It doesn’t seem that long ago since trying to find a decent cappuccino in Dublin was a chore. Now, the proliferation of cafes and coffee stalls means that you’re never more than an arm’s length away from a large/tall/grande double skinny latte (remember when you used to just ask for a coffee!).

While this is good news for coffee sellers, it’s bad news for the environment as that takeaway coffee cup you’ve just used is probably not compostable (they do exist but I know of only one café in Dublin using them), and is very difficult or impossible to recycle (due to the lining of polyethylene which is required to keep the liquid inside hot and to stop it from leaking). It’s most likely that the cup will end up going to landfill where it’ll take several hundred years to break down.

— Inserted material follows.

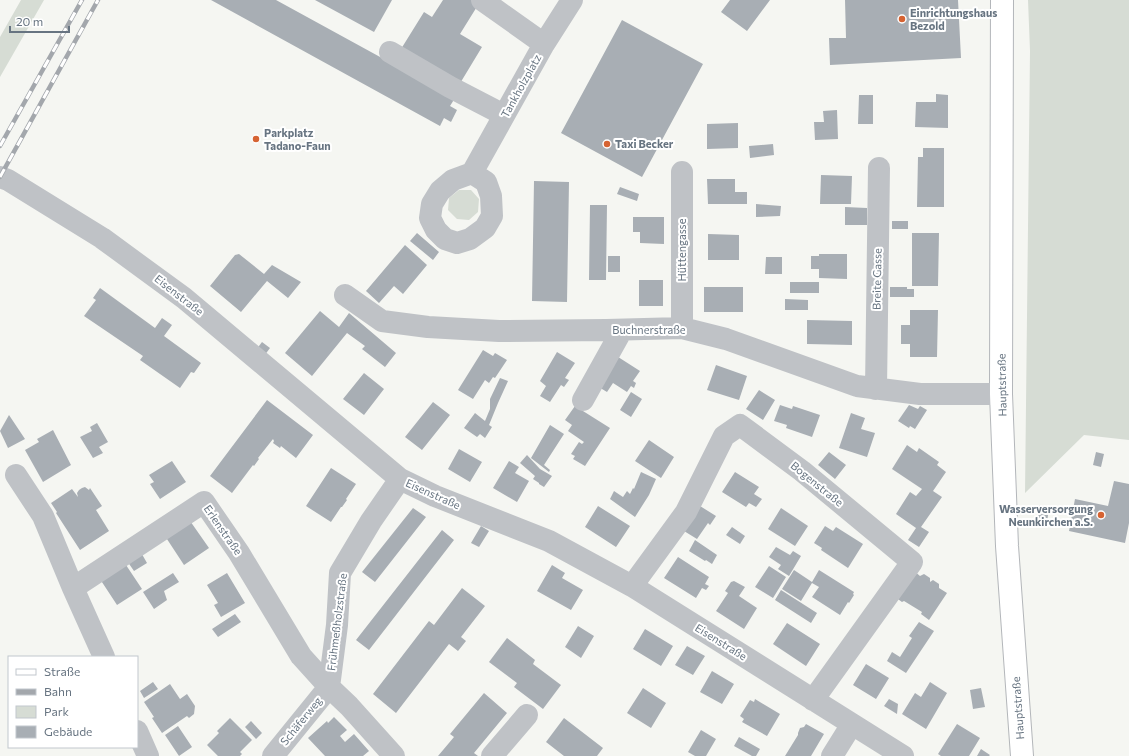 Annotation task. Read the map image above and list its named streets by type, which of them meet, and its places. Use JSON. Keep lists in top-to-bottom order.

coffee short-1-2If you’re a regular takeaway coffee (or tea for that matter) drinker, why not invest in a re-useable coffee cup? There are any number of styles to choose from (mine is pictured above). Buying one not only reduces the number of these cups being used and disposed of but also, and you can take my word for it, the coffee tastes infinitely better.

The stats:

I couldn’t find any statistics on the number of takeaway coffee/tea cups that that end up in landfill in Ireland every year, so I decided to do my own back-of-the-envelope calculations:

Let’s say one coffee stall sells 200 cups of coffee/tea each day = 200

Coffee stall operates 5 days per week = 200 x 5 = 1,000 cups

Coffee stall operates 48 weeks per year = 1,000 x 48 = 48,000 cups

Now let’s assume that there 20 such coffee stalls operating in Dublin, 10 each in Galway, Cork and Limerick = 50 x 48,000 = **2,400,000** cups annually.

That’s a lot of cups, many or most of which may be going to landfill. I haven’t even looked at the number of takeaway cups used by cafés, of which there are hundreds around the country – if you include these that 2.4m figure would probably increase a number of times. Makes you think doesn’t it; if everyone bought a re-useable cup, how much could that figure be reduced by?

Interestingly, after I had my blog drafted, a prescient article appeared in the Guardian newspaper. Based on its findings I reckon my own estimates above for Ireland are probably way too (unfortunately) conservative…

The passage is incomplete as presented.